Die saisonbereinigte Arbeitslosenquote Deutschlands, wie sie von der Bundesagentur für Arbeit definiert wird, bleibt mit 6,1 Prozent relativ niedrig. Dieser Wert spiegelt jedoch teilweise die Schaffung einer Vielzahl von schlecht bezahlten Stellen im Dienstleistungssektor auf Kosten gut bezahlter Arbeitsplätze in der Produktion wider.
Nagel sagte, er sei nach wie vor zuversichtlich, dass das Land jede Krise überwinden könne, und sagte: „Die Vergangenheit zeigt, dass Deutschland, wenn es Schmerzen verspürt, sich ändern wird.“
Er hob Diskussionen über die Reform der verfassungsmäßigen Schuldenbremse als Beispiel dafür hervor, wie Deutschland damit umgehen könnte.
„Wir können darüber nachdenken, zwischen Konsumausgaben und Investitionen zu unterscheiden, um auf der strukturellen Investitionsseite mehr Spielraum zu erhalten“, sagte er und wies darauf hin, dass die deutsche Verschuldung im Verhältnis zum BIP deutlich gesunken sei und sich dem von den Stabilitäts- und Wachstumspaktregeln der EU festgelegten Niveau von 60 Prozent nähere.

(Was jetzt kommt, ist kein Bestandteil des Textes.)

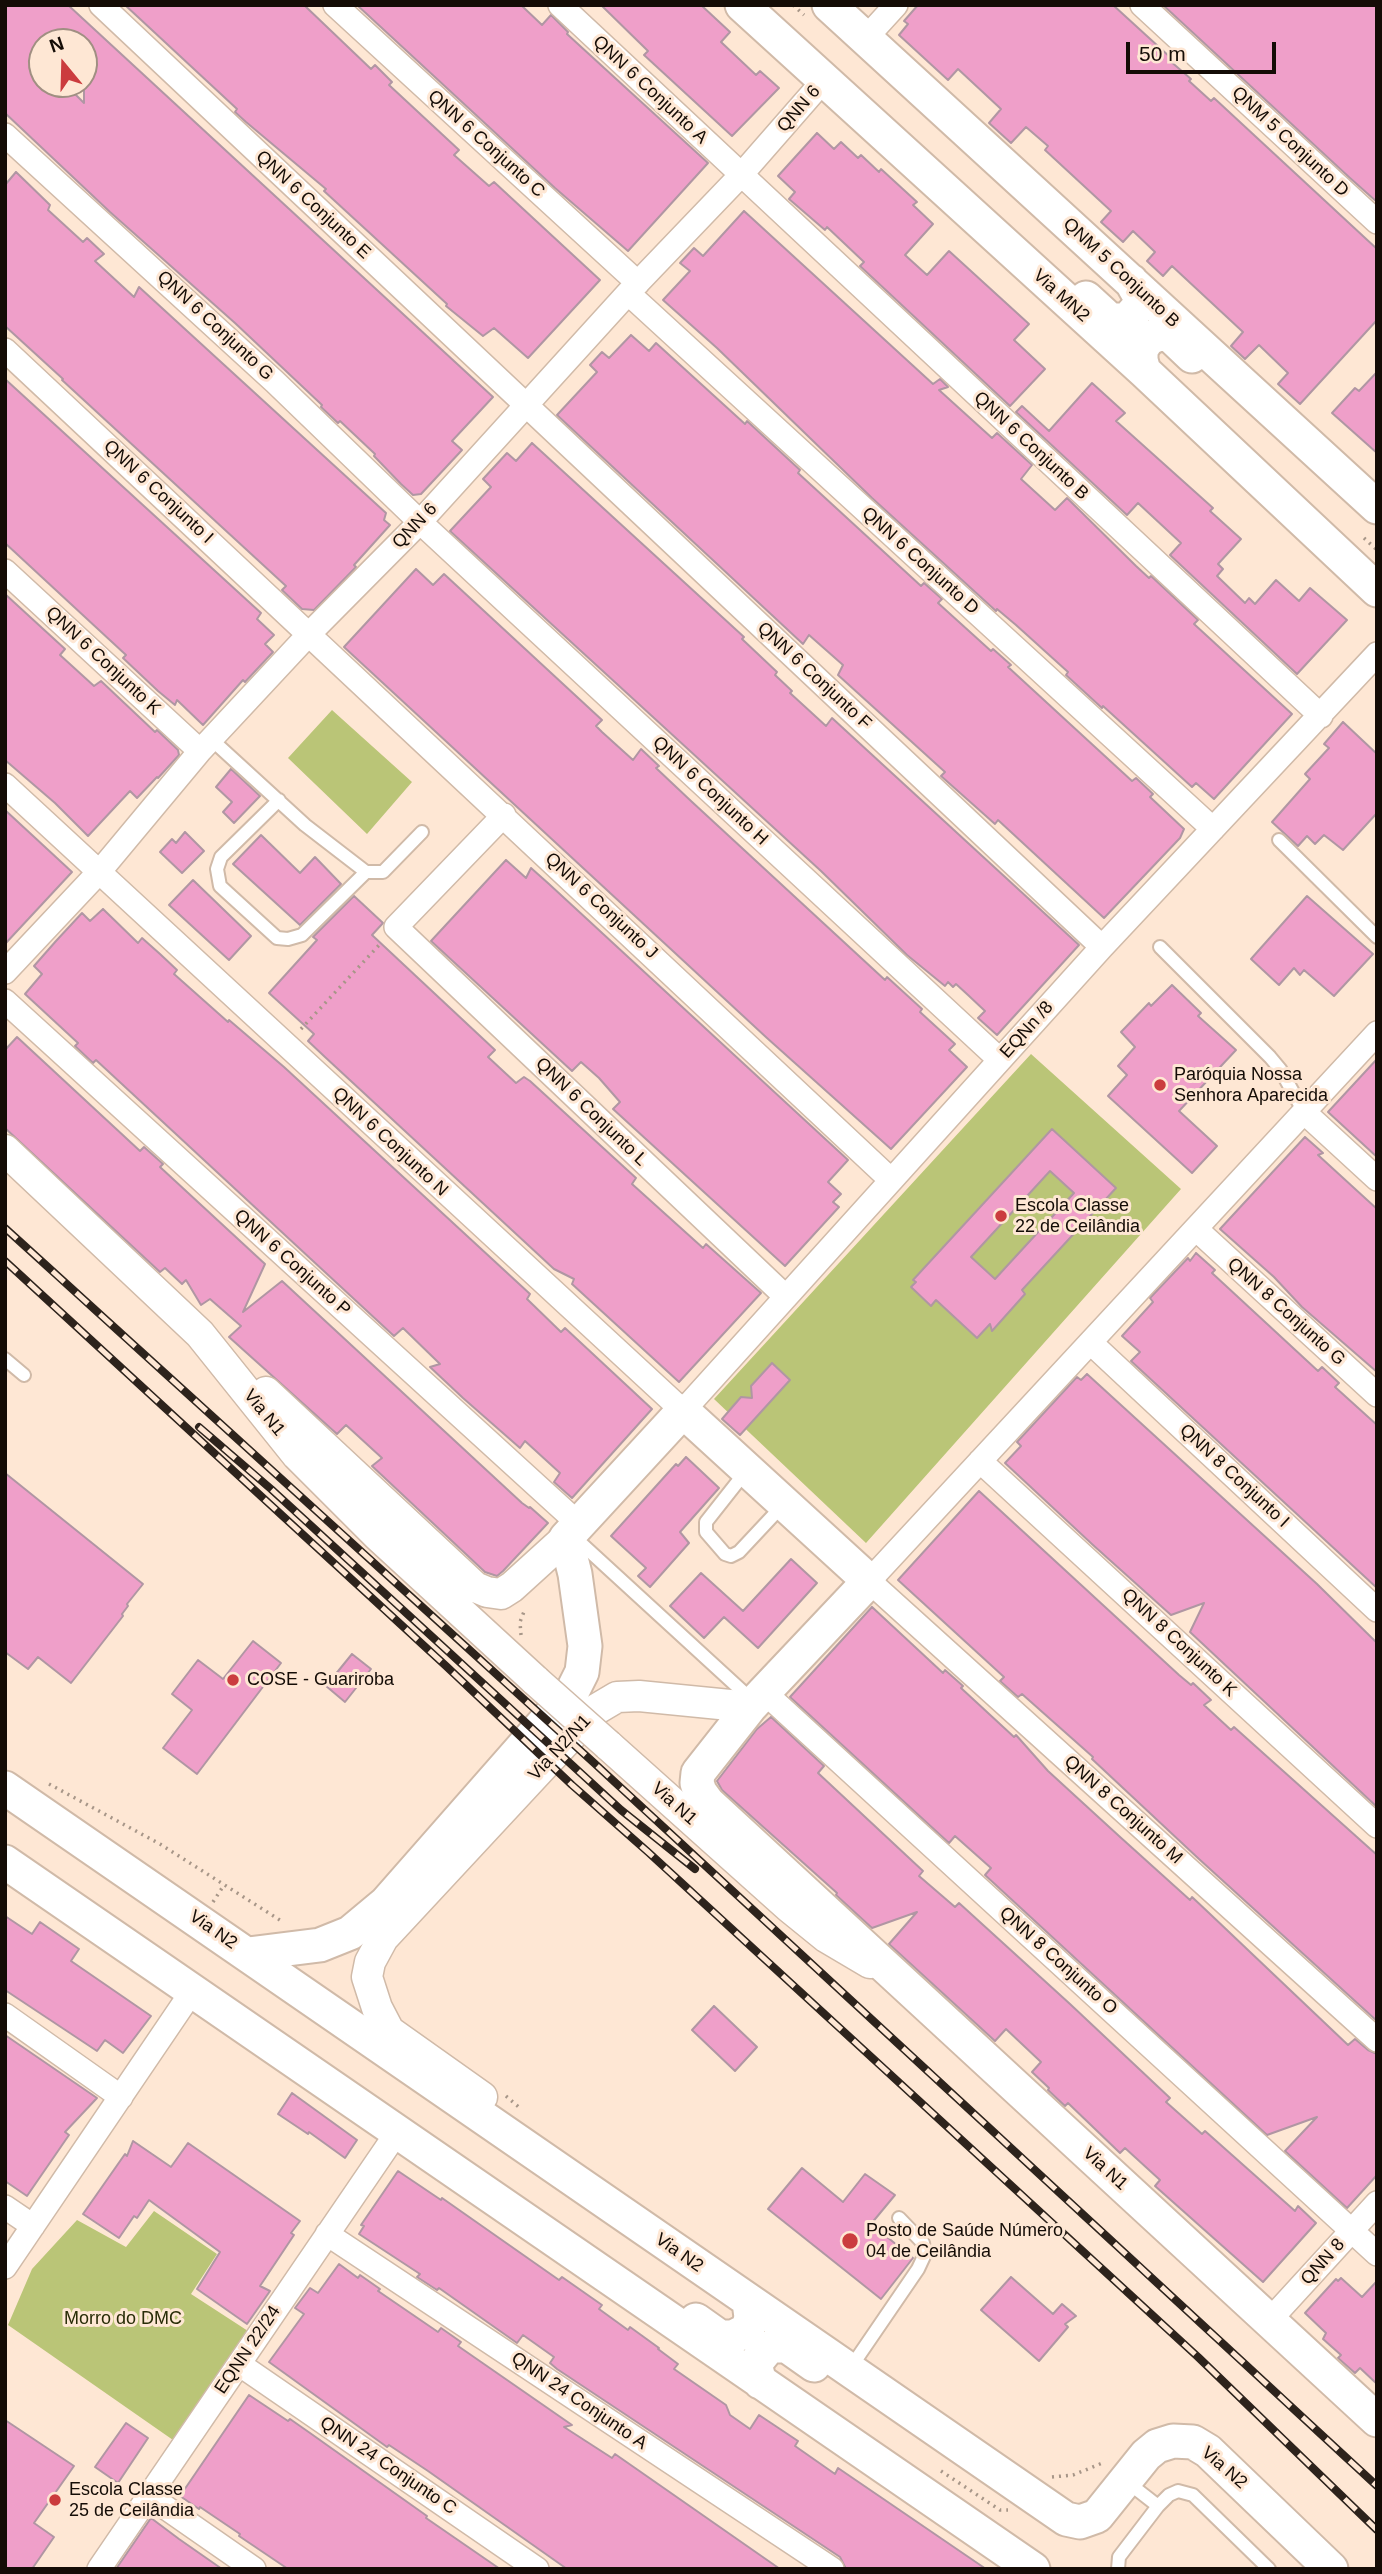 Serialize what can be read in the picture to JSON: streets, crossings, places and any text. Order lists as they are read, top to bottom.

Die Unfähigkeit, die Ausgabenbedürfnisse mit dem begrenzten finanziellen Spielraum, der durch die Schuldenbremse geschaffen wurde, in Einklang zu bringen, war ein Hauptgrund für den Zusammenbruch der gescheiterten Dreierkoalition von Scholz zwischen den Sozialdemokraten, den Grünen und den Freien Demokraten im letzten Monat.
Im Vorfeld der voraussichtlichen vorgezogenen Wahl im Februar ist eine Überarbeitung der strengen Schuldenobergrenze zu einem zentralen Thema geworden. Der Oppositionsführer und wahrscheinlichste Kandidat für den Kanzlerposten, der Vorsitzende der Christlich Demokratischen Union, Friedrich Merz, hat angedeutet, dass er für begrenzte Reformen der Schuldenbremse offen sein könnte.
Die Bundesbank brachte erstmals 2022 Ideen zur Reform der Schuldenbremse ins Spiel.
Nagel sagte im März, dass Deutschland in bestimmten Zeiträumen „leicht“ höhere Defizite fahren könne, ohne die Stabilität zu gefährden.
Nagel räumte ein, dass die Schuldenbremse, die 2009 beschlossen wurde, nachdem die öffentliche Verschuldung in der Folge der globalen Finanzkrise dramatisch angestiegen war, „ein sehr hilfreiches Instrument“ gewesen sei. Während der Eurokrise habe die Bremse auch die Botschaft vermittelt, „dass Regierungen ihre Schulden- und Defizitsituation unter Kontrolle bringen müssen“.